PROVIDED DATA -
•••••

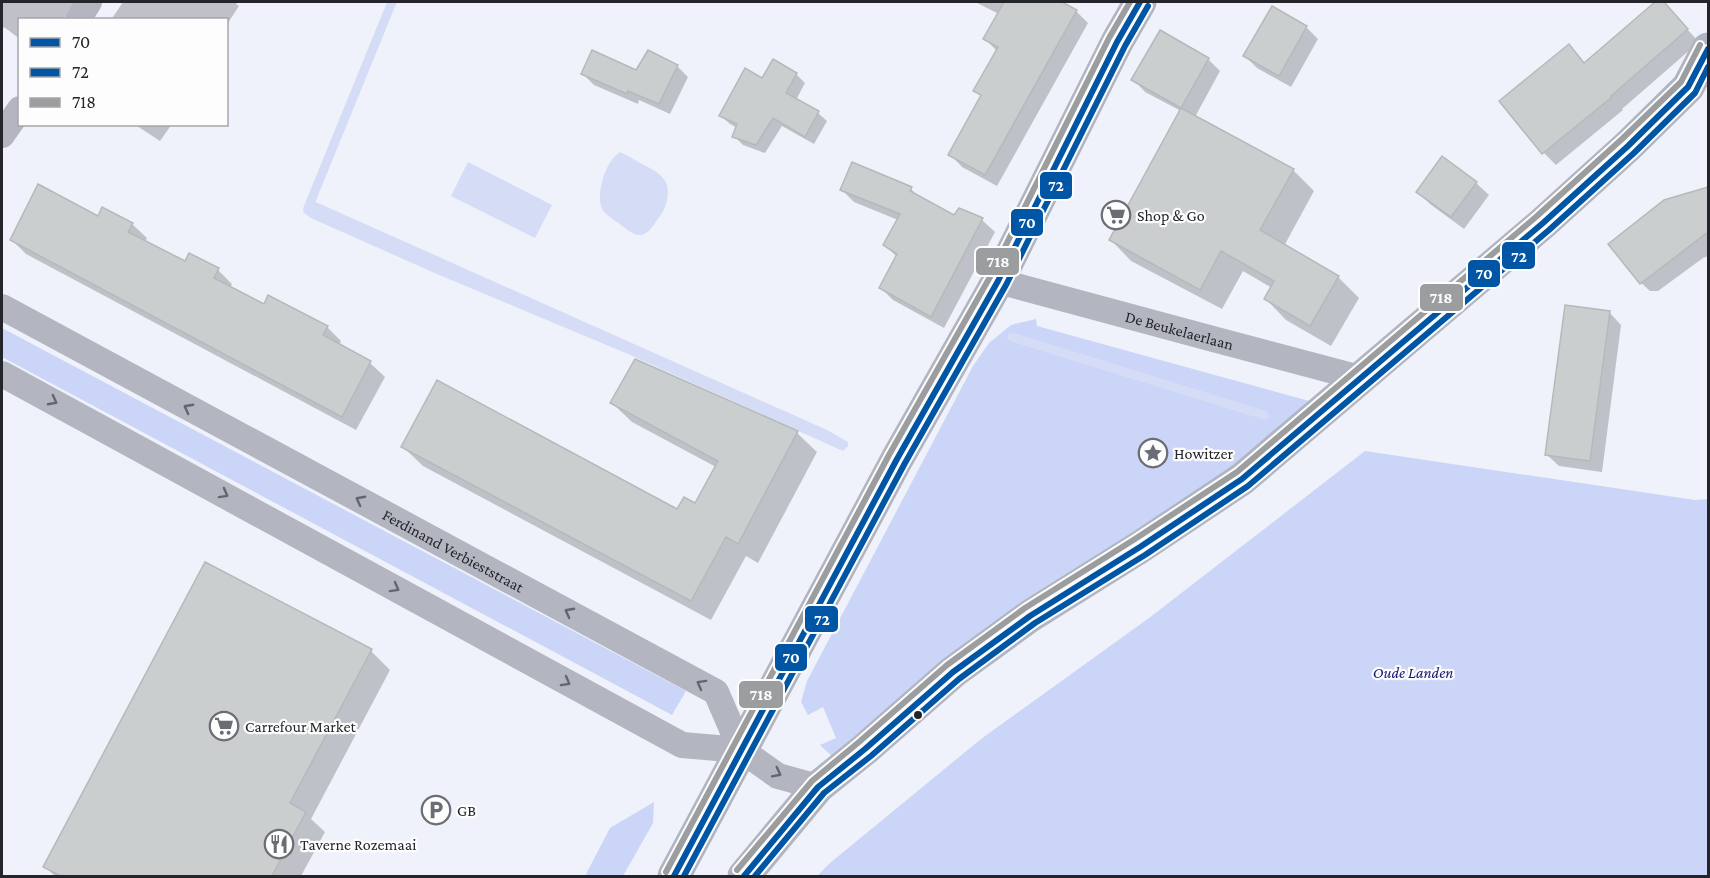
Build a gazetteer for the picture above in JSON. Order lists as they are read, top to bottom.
{
  "streets": {
    "street": ["De Beukelaerlaan", "Ferdinand Verbieststraat"]
  },
  "parks": ["Oude Landen"],
  "places": {
    "supermarket": ["Shop & Go", "Carrefour Market"],
    "place": ["Howitzer"],
    "parking": ["GB"],
    "restaurant": ["Taverne Rozemaai"]
  },
  "lines": ["transit line 70", "transit line 718", "transit line 72"],
  "legend": ["70", "72", "718"]
}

•••••

TASK REQUIREMENTS -
Repeat each entry exactly as given; no pictures belong in the copy.

TASK ANSWER -
Build a gazetteer for the picture above in JSON. Order lists as they are read, top to bottom.
{
  "streets": {
    "street": ["De Beukelaerlaan", "Ferdinand Verbieststraat"]
  },
  "parks": ["Oude Landen"],
  "places": {
    "supermarket": ["Shop & Go", "Carrefour Market"],
    "place": ["Howitzer"],
    "parking": ["GB"],
    "restaurant": ["Taverne Rozemaai"]
  },
  "lines": ["transit line 70", "transit line 718", "transit line 72"],
  "legend": ["70", "72", "718"]
}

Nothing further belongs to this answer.